The panel opposing the ban included Attorney Robert Evans, a longtime advocate for marijuana legalization who has practiced law in Massachusetts for over 35 years. He was joined by Renee Sweeney, chair of the South Hadley cultural council and Mount Holyoke alum, and Peter Bernard, the president and director of the Massachusetts Growers Advocacy Council, an organization that works with local and state governing bodies to support those involved in the cannabis trade.

“As three healthcare professionals and proud residents of South Hadley, we will vote yes to ban retail sale of marijuana in our town. We urge you to vote yes on Question 3 for three main reasons: to support our town’s health, to support our town’s youth, and to support our town’s wealth,” said Roose.

“Increasing the use of addictive substances at the local level can negatively impact our health and will put our youth at particular risk,” he added. All three panelists emphasized the increased proximity and access to marijuana that retail establishments would bring, which they believe would have a negative effect on the community. They also raised the question of the potential negative health effects of marijuana.

The other panel refuted this line of argument. “We’re not re-litigating the question of whether marijuana is good, or even whether marijuana should be legal. We already made that decision in 2016. The question before us tonight is not whether marijuana should be banned in South Hadley, it’s whether legal, regulated, licensed marijuana establishments should be banned in South Hadley,” said Evans. “[This is] the period between prohibition, which was sustained by decades of government-sponsored propaganda, and normalization. Normalization is and will be sustained by the realization that marijuana is relatively harmless.”

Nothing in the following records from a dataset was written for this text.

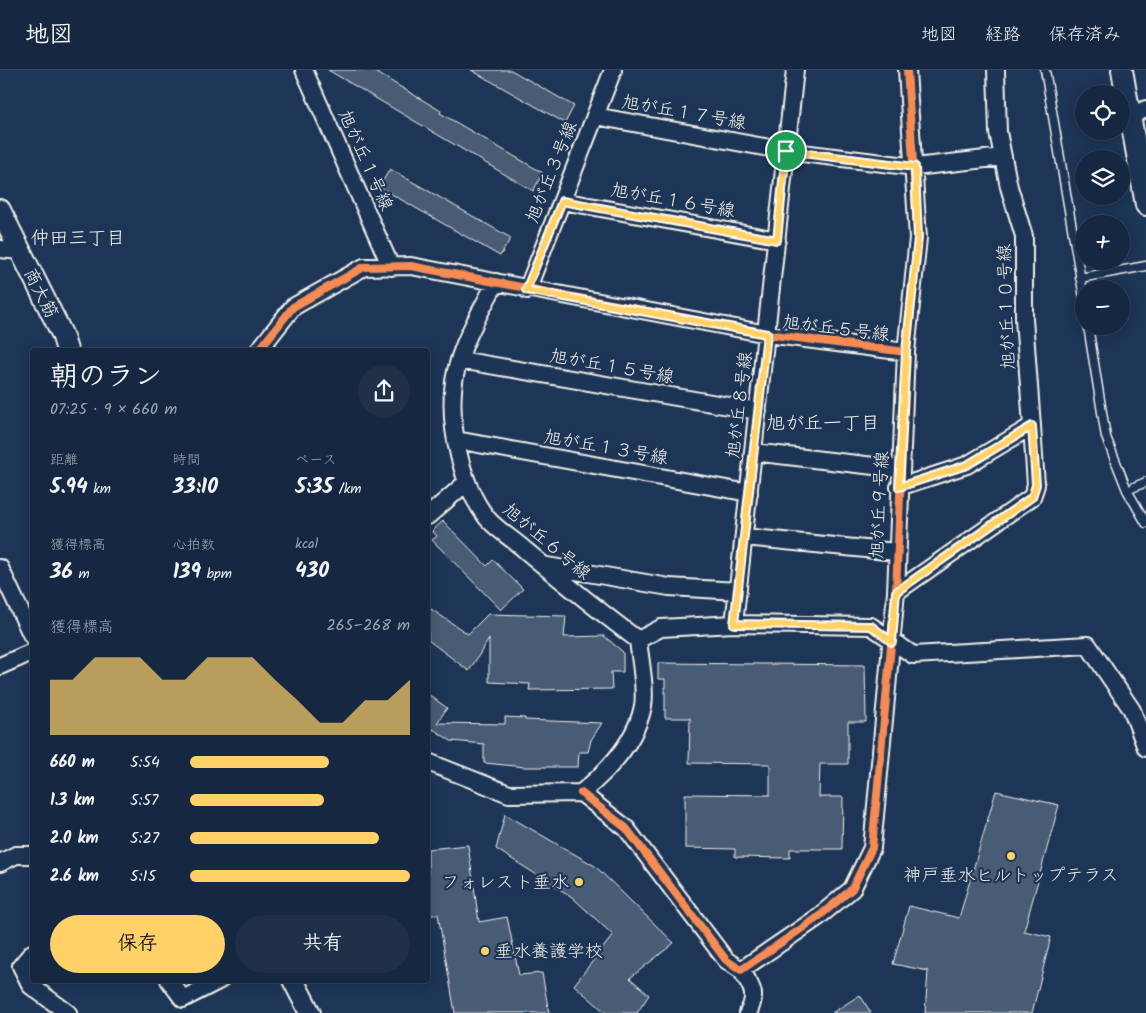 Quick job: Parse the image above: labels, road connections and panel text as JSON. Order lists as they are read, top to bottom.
{
  "streets": {
    "street": [
      "旭が丘１７号線",
      "旭が丘１号線",
      "旭が丘３号線",
      "旭が丘１６号線",
      "商大筋",
      "旭が丘１０号線",
      "旭が丘５号線",
      "旭が丘１５号線",
      "旭が丘８号線",
      "旭が丘１３号線",
      "旭が丘９号線",
      "旭が丘６号線"
    ]
  },
  "crossings": [
    ["旭が丘１７号線", "旭が丘３号線"],
    ["旭が丘１７号線", "旭が丘１０号線"],
    ["旭が丘１７号線", "旭が丘８号線"],
    ["旭が丘１７号線", "旭が丘９号線"],
    ["旭が丘１号線", "旭が丘５号線"],
    ["旭が丘３号線", "旭が丘１６号線"],
    ["旭が丘３号線", "旭が丘５号線"],
    ["旭が丘１６号線", "旭が丘８号線"],
    ["旭が丘１０号線", "旭が丘９号線"],
    ["旭が丘５号線", "旭が丘８号線"],
    ["旭が丘５号線", "旭が丘９号線"],
    ["旭が丘５号線", "旭が丘６号線"],
    ["旭が丘１５号線", "旭が丘８号線"],
    ["旭が丘１５号線", "旭が丘６号線"],
    ["旭が丘８号線", "旭が丘１３号線"],
    ["旭が丘１３号線", "旭が丘６号線"]
  ],
  "districts": ["仲田三丁目", "旭が丘一丁目"],
  "places": ["神戸垂水ヒルトップテラス", "フォレスト垂水", "垂水養護学校"],
  "page": {
    "header": "地図",
    "nav": ["地図", "経路", "保存済み"],
    "map_buttons": ["+", "−"],
    "heading": ["朝のラン", "07:25 · 9 × 660 m"],
    "stats": [
      ["距離", "5.94 km"],
      ["時間", "33:10"],
      ["ペース", "5:35 /km"],
      ["獲得標高", "36 m"],
      ["心拍数", "139 bpm"],
      ["kcal", "430"]
    ],
    "chart": ["獲得標高", "265–268 m"],
    "list": [
      {
        "name": "660 m",
        "note": "5:54"
      },
      {
        "name": "1.3 km",
        "note": "5:57"
      },
      {
        "name": "2.0 km",
        "note": "5:27"
      },
      {
        "name": "2.6 km",
        "note": "5:15"
      }
    ],
    "buttons": ["保存", "共有"]
  }
}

Bernard called into question the first panel’s warnings regarding a potential increase in marijuana addiction among adolescents. “We didn’t pass a law to sell to children. We passed a law to sell to people 21 and over,” said Bernard. “The last time I checked, marijuana is psychologically addictive, not physically addictive,” he added. “The other thing that [the other panel] failed to tell you is that there is no attainable overdose limit for cannabis. The only way cannabis is going to kill you is if a ton of it falls on your head.”

A resource guide released by the Drug Enforcement Administration in 2017 affirmed that no deaths resulting from a marijuana overdose have ever been reported.

“For the last fifty, sixty, seventy years, we’ve attempted to control marijuana through police and propaganda and prisons and law enforcements, and you know where that’s gotten us. Now, we have changed our policy, and we’re attempting to control it through regulation and taxation,” Evans continued. “The question is whether you want legal, licensed, and taxed marijuana or black-market, illegal marijuana.”

But despite the spirited arguments of the pro-marijuana panel, a small number of votes has now set the South Hadley sales ban into motion. “Four or five years from now, I’m confident we’ll all be asking ourselves: what was the fuss all about?” said Evans. “We’ll look back and wonder if South Hadley did the right thing by choosing to stay behind.”